## Task brief
Write the data out verbatim.

## Stored items
● ● ● ● ●

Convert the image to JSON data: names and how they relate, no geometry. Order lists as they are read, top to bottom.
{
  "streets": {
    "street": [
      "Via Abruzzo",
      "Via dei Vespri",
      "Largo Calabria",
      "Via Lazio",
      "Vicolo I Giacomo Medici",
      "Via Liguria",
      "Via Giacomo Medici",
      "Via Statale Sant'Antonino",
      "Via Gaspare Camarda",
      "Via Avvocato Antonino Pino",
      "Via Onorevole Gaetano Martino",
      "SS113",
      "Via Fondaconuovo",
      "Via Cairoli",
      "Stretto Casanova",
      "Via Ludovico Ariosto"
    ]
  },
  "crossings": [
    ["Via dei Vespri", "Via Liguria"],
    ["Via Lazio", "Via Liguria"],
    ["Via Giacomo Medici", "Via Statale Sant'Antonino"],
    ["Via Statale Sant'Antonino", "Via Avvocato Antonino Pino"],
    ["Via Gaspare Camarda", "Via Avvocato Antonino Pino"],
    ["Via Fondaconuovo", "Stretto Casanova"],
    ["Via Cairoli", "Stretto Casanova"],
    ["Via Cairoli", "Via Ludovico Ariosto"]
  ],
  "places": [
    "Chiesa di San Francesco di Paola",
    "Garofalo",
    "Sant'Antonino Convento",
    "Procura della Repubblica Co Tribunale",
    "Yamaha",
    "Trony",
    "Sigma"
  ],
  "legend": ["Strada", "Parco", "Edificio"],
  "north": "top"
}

● ● ● ● ●

## Final answer
Convert the image to JSON data: names and how they relate, no geometry. Order lists as they are read, top to bottom.
{
  "streets": {
    "street": [
      "Via Abruzzo",
      "Via dei Vespri",
      "Largo Calabria",
      "Via Lazio",
      "Vicolo I Giacomo Medici",
      "Via Liguria",
      "Via Giacomo Medici",
      "Via Statale Sant'Antonino",
      "Via Gaspare Camarda",
      "Via Avvocato Antonino Pino",
      "Via Onorevole Gaetano Martino",
      "SS113",
      "Via Fondaconuovo",
      "Via Cairoli",
      "Stretto Casanova",
      "Via Ludovico Ariosto"
    ]
  },
  "crossings": [
    ["Via dei Vespri", "Via Liguria"],
    ["Via Lazio", "Via Liguria"],
    ["Via Giacomo Medici", "Via Statale Sant'Antonino"],
    ["Via Statale Sant'Antonino", "Via Avvocato Antonino Pino"],
    ["Via Gaspare Camarda", "Via Avvocato Antonino Pino"],
    ["Via Fondaconuovo", "Stretto Casanova"],
    ["Via Cairoli", "Stretto Casanova"],
    ["Via Cairoli", "Via Ludovico Ariosto"]
  ],
  "places": [
    "Chiesa di San Francesco di Paola",
    "Garofalo",
    "Sant'Antonino Convento",
    "Procura della Repubblica Co Tribunale",
    "Yamaha",
    "Trony",
    "Sigma"
  ],
  "legend": ["Strada", "Parco", "Edificio"],
  "north": "top"
}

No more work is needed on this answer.